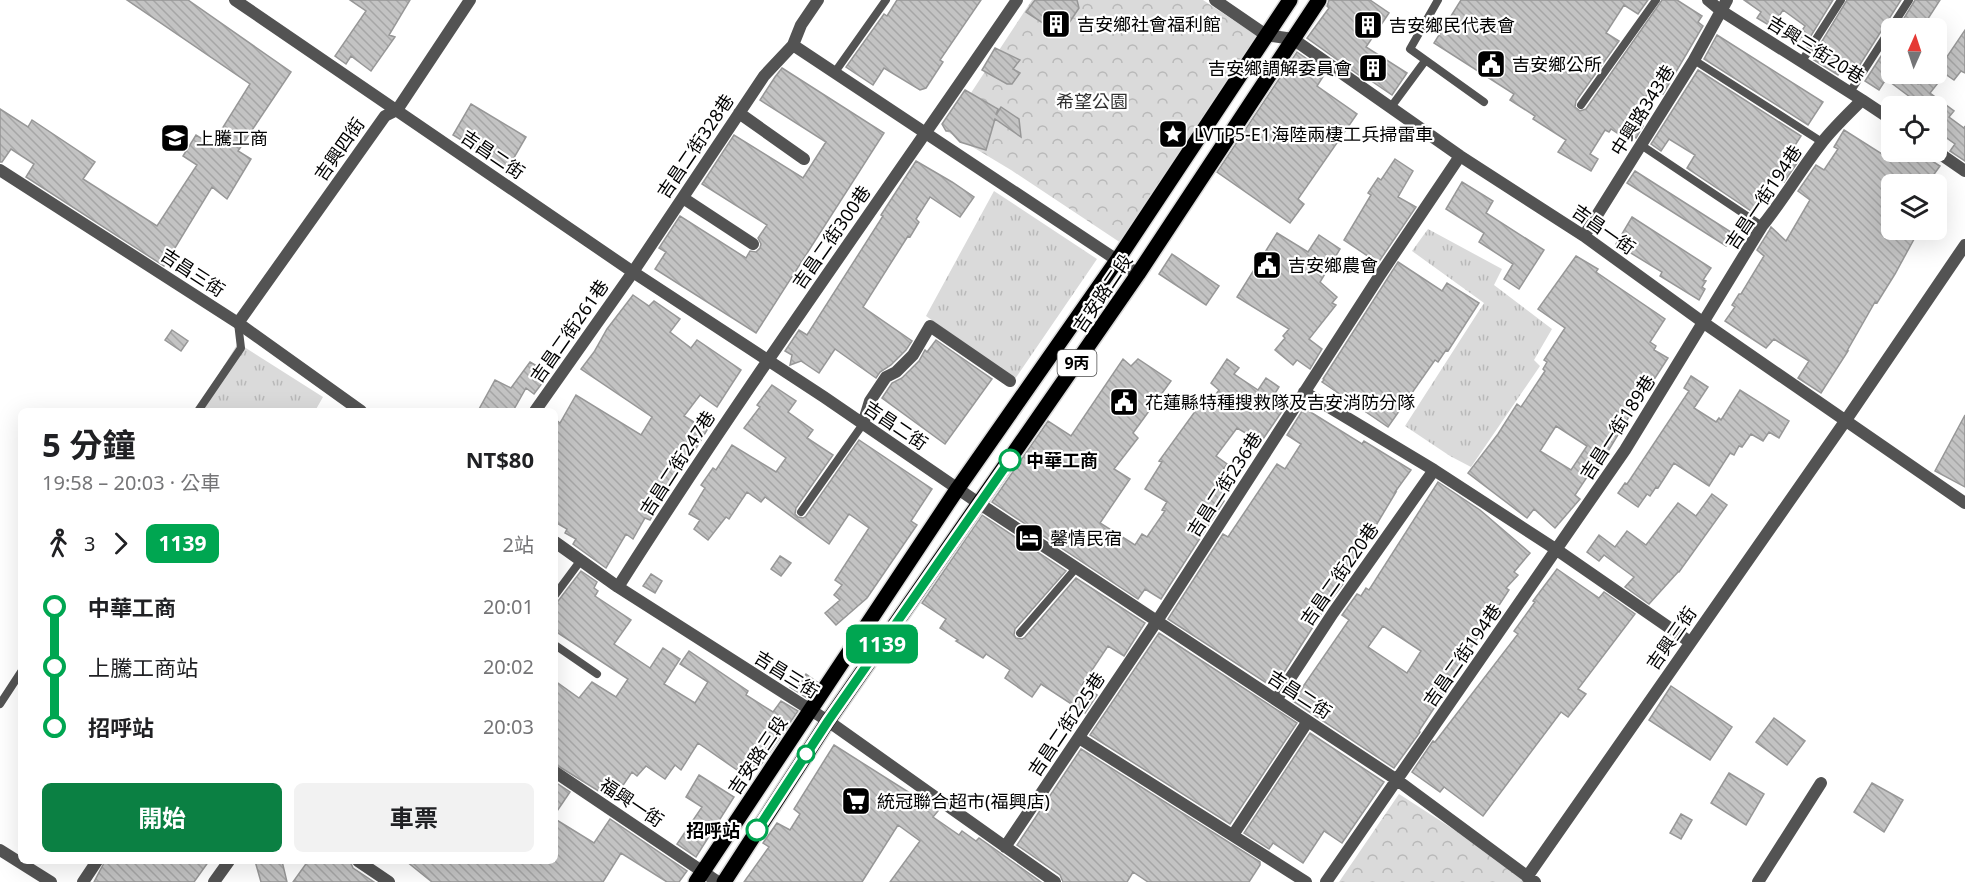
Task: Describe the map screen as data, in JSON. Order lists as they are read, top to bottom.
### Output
{
  "streets": {
    "main road": ["吉安路二段", "9丙", "吉安路三段"],
    "street": [
      "吉興三街20巷",
      "中興路343巷",
      "吉昌二街328巷",
      "吉興四街",
      "吉昌二街",
      "吉昌一街194巷",
      "吉昌一街",
      "吉昌二街300巷",
      "吉昌三街",
      "吉昌二街261巷",
      "吉昌一街189巷",
      "吉昌二街247巷",
      "吉昌二街236巷",
      "吉昌二街220巷",
      "吉興三街",
      "吉昌二街194巷",
      "吉昌二街225巷",
      "福興一街"
    ]
  },
  "crossings": [
    ["吉興三街20巷", "中興路343巷"],
    ["吉興三街20巷", "吉昌一街194巷"],
    ["中興路343巷", "吉昌一街"],
    ["吉昌二街328巷", "吉昌二街"],
    ["吉昌二街328巷", "吉昌二街261巷"],
    ["吉興四街", "吉昌二街"],
    ["吉興四街", "吉昌三街"],
    ["吉昌二街", "吉昌二街300巷"],
    ["吉昌二街", "吉安路二段"],
    ["吉昌二街", "吉昌二街261巷"],
    ["吉昌二街", "吉昌二街247巷"],
    ["吉昌二街", "吉昌二街236巷"],
    ["吉昌二街", "吉昌二街220巷"],
    ["吉昌二街", "吉興三街"],
    ["吉昌二街", "吉昌二街194巷"],
    ["吉昌二街", "吉昌二街225巷"],
    ["吉昌一街194巷", "吉昌一街"],
    ["吉昌一街194巷", "吉昌一街189巷"],
    ["吉昌一街", "吉安路二段"],
    ["吉昌一街", "吉昌一街189巷"],
    ["吉昌一街", "吉昌二街236巷"],
    ["吉昌一街", "吉興三街"],
    ["吉昌二街300巷", "吉昌二街247巷"],
    ["吉昌三街", "吉安路二段"],
    ["吉昌三街", "9丙"],
    ["吉昌三街", "吉昌二街247巷"],
    ["吉昌三街", "吉昌二街225巷"],
    ["吉昌三街", "吉安路三段"],
    ["吉安路二段", "9丙"],
    ["吉安路二段", "吉安路三段"],
    ["吉昌一街189巷", "吉昌二街194巷"],
    ["吉昌二街236巷", "吉昌二街225巷"],
    ["吉安路三段", "福興一街"]
  ],
  "parks": ["希望公園"],
  "places": {
    "building": ["吉安鄉社會福利館", "吉安鄉民代表會", "吉安鄉調解委員會"],
    "public building": ["吉安鄉公所", "吉安鄉農會", "花蓮縣特種搜救隊及吉安消防分隊"],
    "place": ["LVTP5-E1海陸兩棲工兵掃雷車"],
    "school or university": ["上騰工商"],
    "other": ["中華工商", "招呼站"],
    "hotel": ["馨情民宿"],
    "supermarket": ["統冠聯合超市(福興店)"]
  },
  "lines": ["bus line 1139"],
  "north": "top",
  "page": {
    "on_map": "1139",
    "heading": ["5 分鐘", "19:58 – 20:03 · 公車", "NT$80"],
    "legs": ["3", "1139", "2站"],
    "list": [
      {
        "name": "中華工商",
        "value": "20:01"
      },
      {
        "name": "上騰工商站",
        "value": "20:02"
      },
      {
        "name": "招呼站",
        "value": "20:03"
      }
    ],
    "buttons": ["開始", "車票"]
  }
}
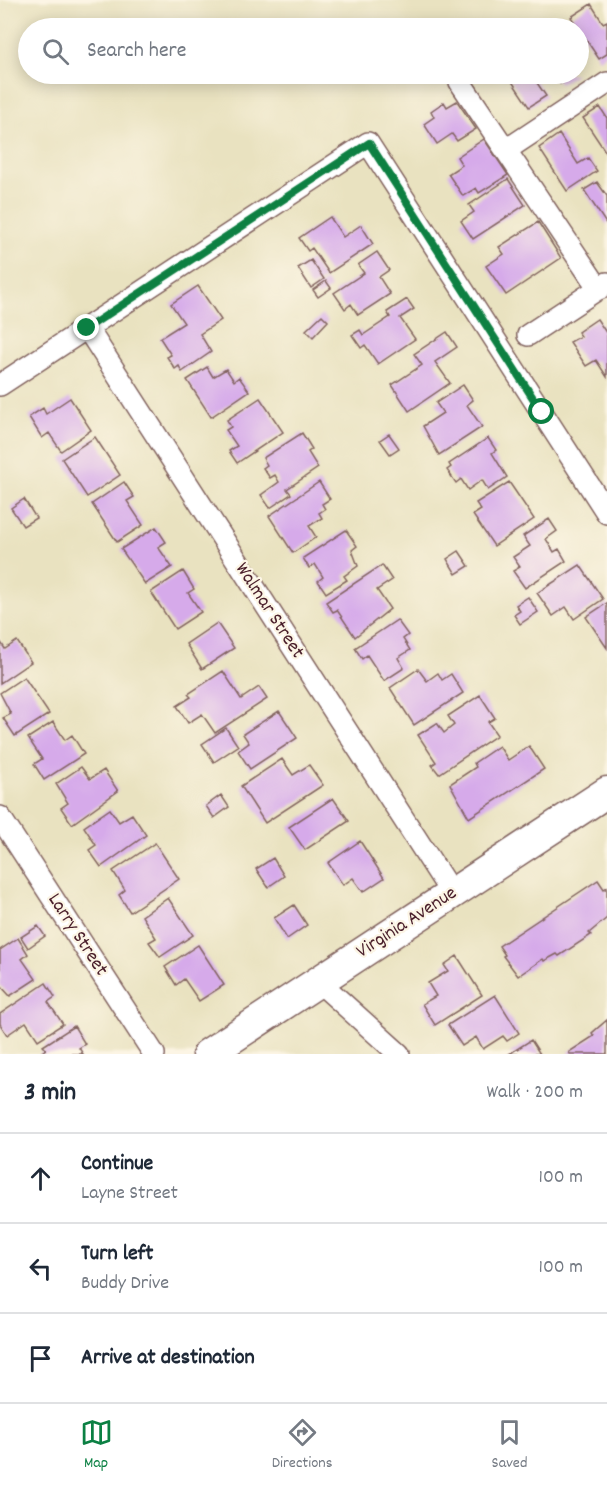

##########

# [Task statement]
Word for word, retype the material above without its pictures.

# [Written solution]
Task: Describe the map screen as data, in JSON. Order lists as they are read, top to bottom.
### Output
{
  "streets": {
    "main road": ["吉安路二段", "9丙", "吉安路三段"],
    "street": [
      "吉興三街20巷",
      "中興路343巷",
      "吉昌二街328巷",
      "吉興四街",
      "吉昌二街",
      "吉昌一街194巷",
      "吉昌一街",
      "吉昌二街300巷",
      "吉昌三街",
      "吉昌二街261巷",
      "吉昌一街189巷",
      "吉昌二街247巷",
      "吉昌二街236巷",
      "吉昌二街220巷",
      "吉興三街",
      "吉昌二街194巷",
      "吉昌二街225巷",
      "福興一街"
    ]
  },
  "crossings": [
    ["吉興三街20巷", "中興路343巷"],
    ["吉興三街20巷", "吉昌一街194巷"],
    ["中興路343巷", "吉昌一街"],
    ["吉昌二街328巷", "吉昌二街"],
    ["吉昌二街328巷", "吉昌二街261巷"],
    ["吉興四街", "吉昌二街"],
    ["吉興四街", "吉昌三街"],
    ["吉昌二街", "吉昌二街300巷"],
    ["吉昌二街", "吉安路二段"],
    ["吉昌二街", "吉昌二街261巷"],
    ["吉昌二街", "吉昌二街247巷"],
    ["吉昌二街", "吉昌二街236巷"],
    ["吉昌二街", "吉昌二街220巷"],
    ["吉昌二街", "吉興三街"],
    ["吉昌二街", "吉昌二街194巷"],
    ["吉昌二街", "吉昌二街225巷"],
    ["吉昌一街194巷", "吉昌一街"],
    ["吉昌一街194巷", "吉昌一街189巷"],
    ["吉昌一街", "吉安路二段"],
    ["吉昌一街", "吉昌一街189巷"],
    ["吉昌一街", "吉昌二街236巷"],
    ["吉昌一街", "吉興三街"],
    ["吉昌二街300巷", "吉昌二街247巷"],
    ["吉昌三街", "吉安路二段"],
    ["吉昌三街", "9丙"],
    ["吉昌三街", "吉昌二街247巷"],
    ["吉昌三街", "吉昌二街225巷"],
    ["吉昌三街", "吉安路三段"],
    ["吉安路二段", "9丙"],
    ["吉安路二段", "吉安路三段"],
    ["吉昌一街189巷", "吉昌二街194巷"],
    ["吉昌二街236巷", "吉昌二街225巷"],
    ["吉安路三段", "福興一街"]
  ],
  "parks": ["希望公園"],
  "places": {
    "building": ["吉安鄉社會福利館", "吉安鄉民代表會", "吉安鄉調解委員會"],
    "public building": ["吉安鄉公所", "吉安鄉農會", "花蓮縣特種搜救隊及吉安消防分隊"],
    "place": ["LVTP5-E1海陸兩棲工兵掃雷車"],
    "school or university": ["上騰工商"],
    "other": ["中華工商", "招呼站"],
    "hotel": ["馨情民宿"],
    "supermarket": ["統冠聯合超市(福興店)"]
  },
  "lines": ["bus line 1139"],
  "north": "top",
  "page": {
    "on_map": "1139",
    "heading": ["5 分鐘", "19:58 – 20:03 · 公車", "NT$80"],
    "legs": ["3", "1139", "2站"],
    "list": [
      {
        "name": "中華工商",
        "value": "20:01"
      },
      {
        "name": "上騰工商站",
        "value": "20:02"
      },
      {
        "name": "招呼站",
        "value": "20:03"
      }
    ],
    "buttons": ["開始", "車票"]
  }
}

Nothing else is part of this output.